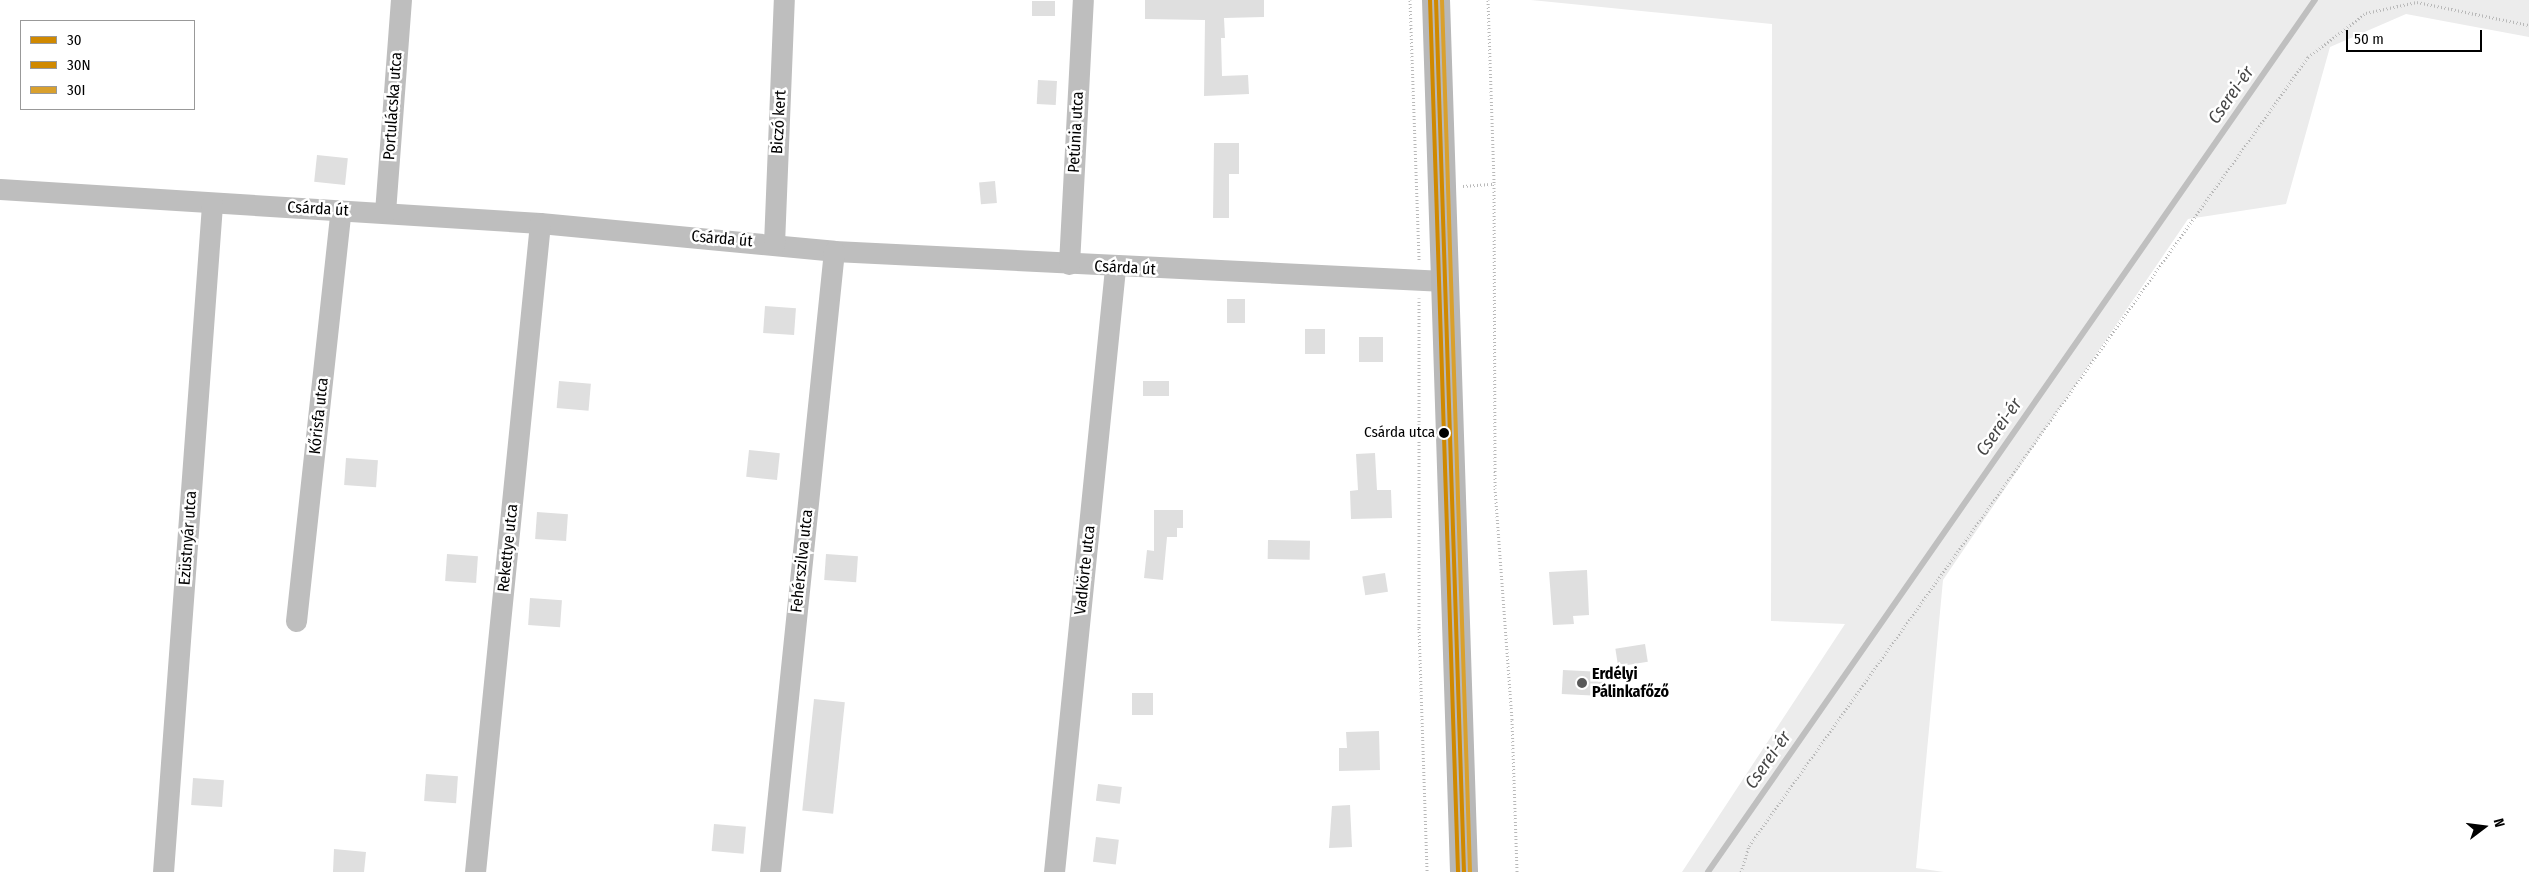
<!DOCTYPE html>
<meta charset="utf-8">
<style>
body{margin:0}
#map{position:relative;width:2529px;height:872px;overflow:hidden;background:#fff;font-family:"Fira Sans Condensed",sans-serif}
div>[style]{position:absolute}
.green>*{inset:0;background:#ececec}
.stream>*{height:5.5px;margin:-2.75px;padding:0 2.75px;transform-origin:2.75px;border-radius:2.75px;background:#bfbfbf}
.building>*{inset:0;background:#dfdfdf;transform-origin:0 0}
.path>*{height:3px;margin-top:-1.5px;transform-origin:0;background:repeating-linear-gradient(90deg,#b9b9b9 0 1px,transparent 0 3.5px)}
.street>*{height:21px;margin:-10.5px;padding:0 10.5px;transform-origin:10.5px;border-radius:10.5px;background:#bebebe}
.secondary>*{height:28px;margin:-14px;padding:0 14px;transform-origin:14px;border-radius:14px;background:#b8b8b8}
.bus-1>*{height:4px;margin:-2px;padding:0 2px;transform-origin:2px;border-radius:2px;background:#d08900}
.bus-2>*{height:4px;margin:-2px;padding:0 2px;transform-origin:2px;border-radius:2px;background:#d08900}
.bus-3>*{height:4px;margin:-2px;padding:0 2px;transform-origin:2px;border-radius:2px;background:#d9a02d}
.dots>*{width:14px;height:14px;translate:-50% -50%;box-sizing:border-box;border:2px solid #fff;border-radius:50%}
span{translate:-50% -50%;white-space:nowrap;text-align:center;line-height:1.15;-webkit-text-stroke:5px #fff;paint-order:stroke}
.bus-label{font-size:15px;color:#000}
.right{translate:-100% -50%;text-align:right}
.street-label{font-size:16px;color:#000}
.poi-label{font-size:16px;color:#000;font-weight:700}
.left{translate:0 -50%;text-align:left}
.water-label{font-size:18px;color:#444;font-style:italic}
.legend{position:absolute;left:20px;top:20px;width:175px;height:90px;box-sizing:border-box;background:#fff;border:1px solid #999;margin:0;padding:6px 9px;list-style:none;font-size:15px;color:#000}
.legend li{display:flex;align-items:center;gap:10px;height:25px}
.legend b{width:25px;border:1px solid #999}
.north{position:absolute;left:2459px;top:802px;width:50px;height:50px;-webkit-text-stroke:4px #fff;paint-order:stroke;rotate:75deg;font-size:14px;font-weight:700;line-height:20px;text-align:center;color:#000}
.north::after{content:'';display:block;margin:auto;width:18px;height:22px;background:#000;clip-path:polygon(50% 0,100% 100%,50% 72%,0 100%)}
.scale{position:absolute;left:2346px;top:30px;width:136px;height:22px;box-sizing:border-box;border:2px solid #000;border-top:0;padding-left:6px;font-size:15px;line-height:18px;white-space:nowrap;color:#000;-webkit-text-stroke:4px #fff;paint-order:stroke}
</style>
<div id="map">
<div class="green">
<div style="clip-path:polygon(1531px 0,2529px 0,2529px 37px,2406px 14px,2330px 47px,2286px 204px,2188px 219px,1943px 580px,1916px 868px,1944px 872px,1682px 872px,1845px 624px,1771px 621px,1772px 24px)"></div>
</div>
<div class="stream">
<div style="left:1708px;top:872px;width:1062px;rotate:-55.16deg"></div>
</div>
<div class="building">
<div style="clip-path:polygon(1145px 0,1264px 0,1264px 17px,1224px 18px,1225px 38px,1221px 38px,1222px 76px,1248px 75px,1249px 94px,1204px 96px,1205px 20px,1145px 19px)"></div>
<div style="left:1032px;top:1px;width:23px;height:15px"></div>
<div style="left:1038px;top:80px;width:19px;height:24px;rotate:3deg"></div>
<div style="clip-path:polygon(1214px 143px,1239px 143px,1239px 174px,1229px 174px,1229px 218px,1213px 218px)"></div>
<div style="left:317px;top:155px;width:31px;height:27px;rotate:6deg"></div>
<div style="left:995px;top:181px;width:22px;height:16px;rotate:85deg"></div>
<div style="left:1227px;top:299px;width:18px;height:24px"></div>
<div style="left:765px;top:306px;width:31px;height:27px;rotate:4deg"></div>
<div style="left:1305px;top:329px;width:20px;height:25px"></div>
<div style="left:1359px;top:337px;width:24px;height:25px"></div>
<div style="left:559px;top:381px;width:32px;height:27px;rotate:5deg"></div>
<div style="left:1143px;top:381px;width:26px;height:15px"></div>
<div style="left:749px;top:450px;width:31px;height:27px;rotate:6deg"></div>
<div style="clip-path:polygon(1375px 453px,1377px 490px,1391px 490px,1392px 518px,1351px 519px,1350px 491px,1358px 490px,1356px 454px)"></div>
<div style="left:346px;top:458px;width:32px;height:27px;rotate:4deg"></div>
<div style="clip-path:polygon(1154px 510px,1183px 510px,1183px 528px,1177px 528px,1177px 537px,1167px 537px,1163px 580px,1144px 578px,1147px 550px,1154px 551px)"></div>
<div style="left:537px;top:512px;width:31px;height:27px;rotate:4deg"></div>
<div style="left:1268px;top:540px;width:42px;height:19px;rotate:1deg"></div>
<div style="left:447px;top:554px;width:31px;height:27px;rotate:4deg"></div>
<div style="left:826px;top:554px;width:32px;height:26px;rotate:4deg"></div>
<div style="clip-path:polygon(1587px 570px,1589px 615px,1573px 616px,1574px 624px,1553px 625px,1549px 572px)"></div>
<div style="left:1385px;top:573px;width:19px;height:23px;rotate:81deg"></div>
<div style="left:530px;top:598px;width:32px;height:27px;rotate:4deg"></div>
<div style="left:1645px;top:644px;width:18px;height:30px;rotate:81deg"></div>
<div style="left:1563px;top:670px;width:40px;height:24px;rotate:3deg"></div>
<div style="left:1132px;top:693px;width:21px;height:22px"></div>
<div style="left:814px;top:699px;width:31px;height:112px;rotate:6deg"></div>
<div style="clip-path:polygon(1379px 731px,1380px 770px,1339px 771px,1339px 748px,1347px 748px,1346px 732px)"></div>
<div style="left:426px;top:774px;width:32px;height:27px;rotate:4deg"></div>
<div style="left:193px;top:778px;width:31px;height:27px;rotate:4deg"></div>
<div style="left:1098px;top:784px;width:24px;height:17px;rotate:7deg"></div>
<div style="clip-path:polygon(1350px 805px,1352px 847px,1329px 848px,1332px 806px)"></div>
<div style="left:714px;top:824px;width:32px;height:27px;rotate:5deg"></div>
<div style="left:1096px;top:837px;width:23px;height:25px;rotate:7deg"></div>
<div style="clip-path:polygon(334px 849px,366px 852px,364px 872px,333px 872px)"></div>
</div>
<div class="path">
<div style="left:1410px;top:0;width:262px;rotate:88deg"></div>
<div style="left:1488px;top:0;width:184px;rotate:88.1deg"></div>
<div style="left:1463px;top:186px;width:31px;rotate:-4deg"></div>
<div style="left:1494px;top:184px;width:304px;rotate:89.8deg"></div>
<div style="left:1495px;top:488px;width:233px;rotate:85.8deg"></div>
<div style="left:1512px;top:720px;width:152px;rotate:88.1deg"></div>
<div style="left:1419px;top:298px;width:330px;rotate:90deg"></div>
<div style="left:1419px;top:628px;width:244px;rotate:88.1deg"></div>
<div style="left:1741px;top:872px;width:27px;rotate:-73deg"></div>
<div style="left:1749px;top:846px;width:967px;rotate:-54.68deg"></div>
<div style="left:2308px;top:57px;width:73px;rotate:-37.2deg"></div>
<div style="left:2366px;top:13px;width:52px;rotate:-12.2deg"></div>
<div style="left:2417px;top:2px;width:114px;rotate:11.6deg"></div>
</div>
<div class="street">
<div style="left:0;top:189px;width:541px;rotate:3.6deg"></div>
<div style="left:540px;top:223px;width:295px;rotate:5.4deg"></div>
<div style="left:834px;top:251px;width:611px;rotate:2.82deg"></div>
<div style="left:385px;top:212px;width:213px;rotate:-85.7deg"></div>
<div style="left:774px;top:244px;width:244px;rotate:-87.7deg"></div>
<div style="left:1069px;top:264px;width:264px;rotate:-87deg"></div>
<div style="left:296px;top:621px;width:413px;rotate:-83.8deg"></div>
<div style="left:163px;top:872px;width:670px;rotate:-85.8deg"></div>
<div style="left:475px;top:872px;width:652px;rotate:-84.28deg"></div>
<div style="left:770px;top:872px;width:624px;rotate:-84.12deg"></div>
<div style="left:1054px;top:872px;width:607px;rotate:-84.23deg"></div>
</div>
<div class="secondary">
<div style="left:1436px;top:0;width:872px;rotate:88.16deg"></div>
</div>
<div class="bus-1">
<div style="left:1436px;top:0;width:872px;rotate:88.16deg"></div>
</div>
<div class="bus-2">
<div style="left:1430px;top:0;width:872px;rotate:88.16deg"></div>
</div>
<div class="bus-3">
<div style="left:1442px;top:0;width:872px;rotate:88.16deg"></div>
</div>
<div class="dots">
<div style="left:1444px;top:433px;background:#000"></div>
<div style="left:1582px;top:683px;background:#595959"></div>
</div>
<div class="bus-label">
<span class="right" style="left:1435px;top:433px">Csárda utca</span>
</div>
<div class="street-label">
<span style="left:393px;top:106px;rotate:-86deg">Portulácska utca</span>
<span style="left:779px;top:122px;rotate:-87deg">Biczó kert</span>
<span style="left:1076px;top:132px;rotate:-87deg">Petúnia utca</span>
<span style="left:318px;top:209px;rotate:3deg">Csárda út</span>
<span style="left:722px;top:239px;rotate:5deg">Csárda út</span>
<span style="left:1125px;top:268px;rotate:3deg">Csárda út</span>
<span style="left:319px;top:416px;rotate:-84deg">Kőrisfa utca</span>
<span style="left:188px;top:538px;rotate:-86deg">Ezüstnyár utca</span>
<span style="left:508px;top:548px;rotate:-84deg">Rekettye utca</span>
<span style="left:802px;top:561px;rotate:-84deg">Fehérszilva utca</span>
<span style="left:1085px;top:570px;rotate:-84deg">Vadkörte utca</span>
</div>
<div class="poi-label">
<span class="left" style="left:1592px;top:683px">Erdélyi<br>Pálinkafőző</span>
</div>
<div class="water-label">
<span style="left:2231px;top:95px;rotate:-55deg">Cserei-ér</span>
<span style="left:1999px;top:427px;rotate:-55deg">Cserei-ér</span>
<span style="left:1768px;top:760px;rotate:-55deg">Cserei-ér</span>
</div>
<ul class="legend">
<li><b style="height:6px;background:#d08900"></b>30</li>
<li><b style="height:6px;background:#d08900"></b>30N</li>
<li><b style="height:6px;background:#d9a02d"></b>30I</li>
</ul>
<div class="north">N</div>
<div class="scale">50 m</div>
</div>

_ _ _

■ **Exercise aim**
A single number is requested: the count of lines in the data that hold "stream".

■ **Solution to this task**
2